The erosion of earnings can compel the firm to take up more debt, a key factor investors should watch out for

JSW Steel Ltd’s shares have withstood the turbulence in commodity prices much better than other metal producers. While the Nifty Metal Index has fallen 16.8% in the past year, JSW Steel shares have declined 9%. The company’s March quarter results should reinforce this trend.

Despite input cost pressures and soft product prices, JSW Steel expanded its consolidated revenues 10% sequentially. Operating profit fell 1.4%. But the quantum of drop is lower than Street estimates. This was possible through higher volumes, which at 4.3 million tonnes (mt) exceeded estimates.

Sales volumes of the stand-alone entity were 4.29 mt, higher than the 3.68 mt in the December quarter, and the 4 mt estimated by the Street. Higher volumes drove up stand-alone revenues by 7%. So, even as profitability has taken a notable hit (down two percentage points), the fall in operating profit was confined to 2% sequentially.

Earnings may not be growing, but it is important to note that JSW Steel has mitigated the impact of soft product prices. The company is busy expanding capacity, and plans to invest about 34,300 crore over the next two years through a mix of debt and internal accruals.

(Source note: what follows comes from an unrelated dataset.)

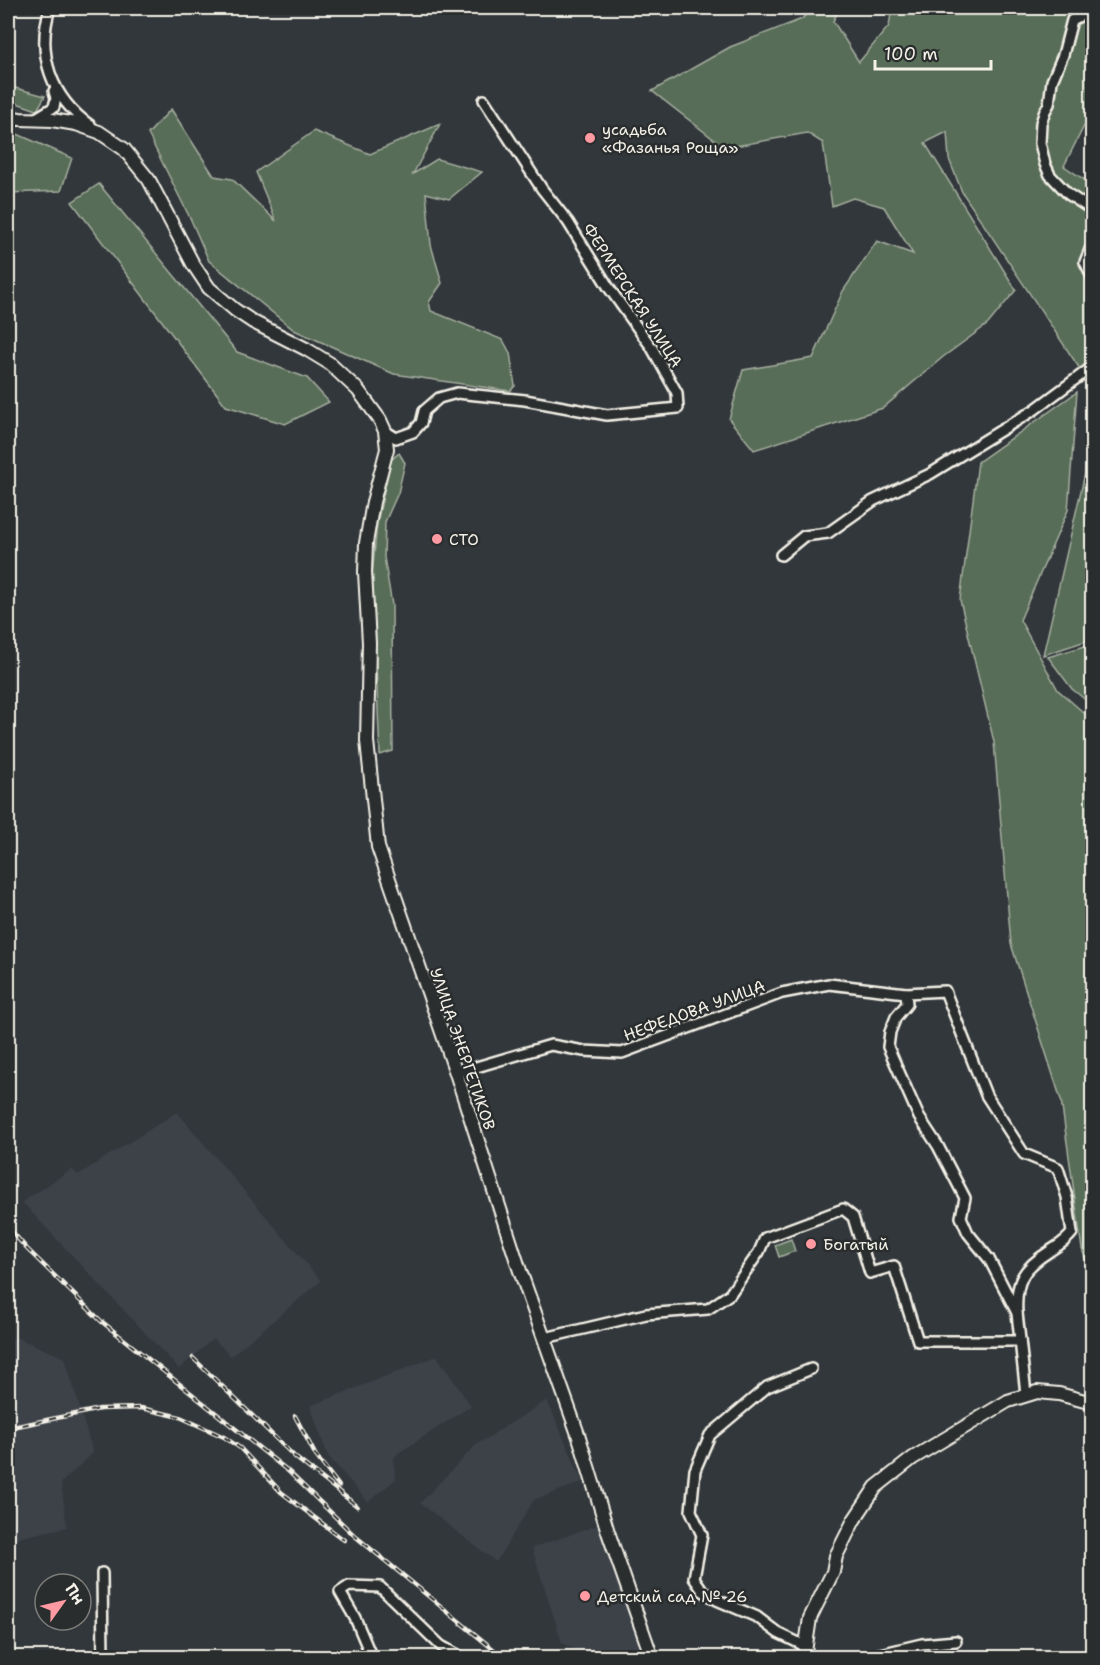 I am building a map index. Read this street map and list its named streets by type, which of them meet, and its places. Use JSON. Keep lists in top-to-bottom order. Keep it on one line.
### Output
{"streets":{"main road":["УЛИЦА ЭНЕРГЕТИКОВ"],"street":["ФЕРМЕРСКАЯ УЛИЦА","НЕФЕДОВА УЛИЦА"]},"crossings":[["ФЕРМЕРСКАЯ УЛИЦА","УЛИЦА ЭНЕРГЕТИКОВ"],["НЕФЕДОВА УЛИЦА","УЛИЦА ЭНЕРГЕТИКОВ"]],"places":["усадьба «Фазанья Роща»","СТО","Богатый","Детский сад № 26"],"scale_bar":"100 m","north":"top right"}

The erosion of earnings due to soft product prices can compel the company to take up more debt and grow volumes, a key factor investors should watch out for. The ongoing investments are already pushing up the company’s leverage. Net debt to Ebitda of the consolidated entity rose from 2.32 times at the end of the December quarter to 2.43 times in the March quarter. Though it is lower than the 2.57 times at the end of FY18, the ratio can deteriorate, impacting the credit metrics, if earnings from existing operations shrink. Ebitda stands for earnings before interest, taxes, depreciation and amortization.

The outlook on raw material, especially iron ore and coking coal, is benign. Elevated production in Odisha is keeping iron ore prices in check. Coking coal prices are stable and analysts do not see major changes due to subdued global demand.

The outlook for steel demand, however, is not very positive. There is tough competition, especially from imports. While this is weighing on product prices, the recent deceleration in the automobile sector, from which JSW Steel derives a sizeable portion of its revenues, is adding to the concerns.

The company forecasts 1.5% growth in sales volumes in FY20. But achieving this target hinges on how fast the economy recovers.